*Records provided*.

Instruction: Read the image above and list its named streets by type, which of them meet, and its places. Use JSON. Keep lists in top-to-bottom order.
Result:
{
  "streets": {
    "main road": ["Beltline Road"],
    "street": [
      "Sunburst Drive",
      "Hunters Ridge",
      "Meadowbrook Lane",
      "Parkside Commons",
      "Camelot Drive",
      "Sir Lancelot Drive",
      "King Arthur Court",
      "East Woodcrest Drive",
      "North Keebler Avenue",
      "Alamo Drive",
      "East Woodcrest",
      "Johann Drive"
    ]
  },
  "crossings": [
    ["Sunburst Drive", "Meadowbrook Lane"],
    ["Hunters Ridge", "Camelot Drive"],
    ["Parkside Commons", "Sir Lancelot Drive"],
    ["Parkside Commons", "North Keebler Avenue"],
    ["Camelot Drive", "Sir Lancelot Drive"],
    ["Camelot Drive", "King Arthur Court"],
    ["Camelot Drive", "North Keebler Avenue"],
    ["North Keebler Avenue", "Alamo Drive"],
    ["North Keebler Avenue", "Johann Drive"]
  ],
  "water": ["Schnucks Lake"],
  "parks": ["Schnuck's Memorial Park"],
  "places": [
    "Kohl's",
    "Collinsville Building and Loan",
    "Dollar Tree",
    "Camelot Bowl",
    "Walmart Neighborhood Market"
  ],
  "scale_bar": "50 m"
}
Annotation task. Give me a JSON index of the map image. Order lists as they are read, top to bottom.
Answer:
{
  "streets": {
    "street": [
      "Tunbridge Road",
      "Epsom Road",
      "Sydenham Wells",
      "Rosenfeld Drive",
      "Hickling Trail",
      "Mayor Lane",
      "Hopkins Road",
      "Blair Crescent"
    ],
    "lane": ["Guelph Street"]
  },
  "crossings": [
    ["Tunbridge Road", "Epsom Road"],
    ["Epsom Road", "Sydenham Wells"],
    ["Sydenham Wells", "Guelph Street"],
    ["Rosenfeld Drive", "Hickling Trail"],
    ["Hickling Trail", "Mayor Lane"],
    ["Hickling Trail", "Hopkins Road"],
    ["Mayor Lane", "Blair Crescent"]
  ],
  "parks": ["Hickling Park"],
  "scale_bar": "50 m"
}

*What is needed*.
Retype the whole listing exactly.

*Your response*.
Instruction: Read the image above and list its named streets by type, which of them meet, and its places. Use JSON. Keep lists in top-to-bottom order.
Result:
{
  "streets": {
    "main road": ["Beltline Road"],
    "street": [
      "Sunburst Drive",
      "Hunters Ridge",
      "Meadowbrook Lane",
      "Parkside Commons",
      "Camelot Drive",
      "Sir Lancelot Drive",
      "King Arthur Court",
      "East Woodcrest Drive",
      "North Keebler Avenue",
      "Alamo Drive",
      "East Woodcrest",
      "Johann Drive"
    ]
  },
  "crossings": [
    ["Sunburst Drive", "Meadowbrook Lane"],
    ["Hunters Ridge", "Camelot Drive"],
    ["Parkside Commons", "Sir Lancelot Drive"],
    ["Parkside Commons", "North Keebler Avenue"],
    ["Camelot Drive", "Sir Lancelot Drive"],
    ["Camelot Drive", "King Arthur Court"],
    ["Camelot Drive", "North Keebler Avenue"],
    ["North Keebler Avenue", "Alamo Drive"],
    ["North Keebler Avenue", "Johann Drive"]
  ],
  "water": ["Schnucks Lake"],
  "parks": ["Schnuck's Memorial Park"],
  "places": [
    "Kohl's",
    "Collinsville Building and Loan",
    "Dollar Tree",
    "Camelot Bowl",
    "Walmart Neighborhood Market"
  ],
  "scale_bar": "50 m"
}
Annotation task. Give me a JSON index of the map image. Order lists as they are read, top to bottom.
Answer:
{
  "streets": {
    "street": [
      "Tunbridge Road",
      "Epsom Road",
      "Sydenham Wells",
      "Rosenfeld Drive",
      "Hickling Trail",
      "Mayor Lane",
      "Hopkins Road",
      "Blair Crescent"
    ],
    "lane": ["Guelph Street"]
  },
  "crossings": [
    ["Tunbridge Road", "Epsom Road"],
    ["Epsom Road", "Sydenham Wells"],
    ["Sydenham Wells", "Guelph Street"],
    ["Rosenfeld Drive", "Hickling Trail"],
    ["Hickling Trail", "Mayor Lane"],
    ["Hickling Trail", "Hopkins Road"],
    ["Mayor Lane", "Blair Crescent"]
  ],
  "parks": ["Hickling Park"],
  "scale_bar": "50 m"
}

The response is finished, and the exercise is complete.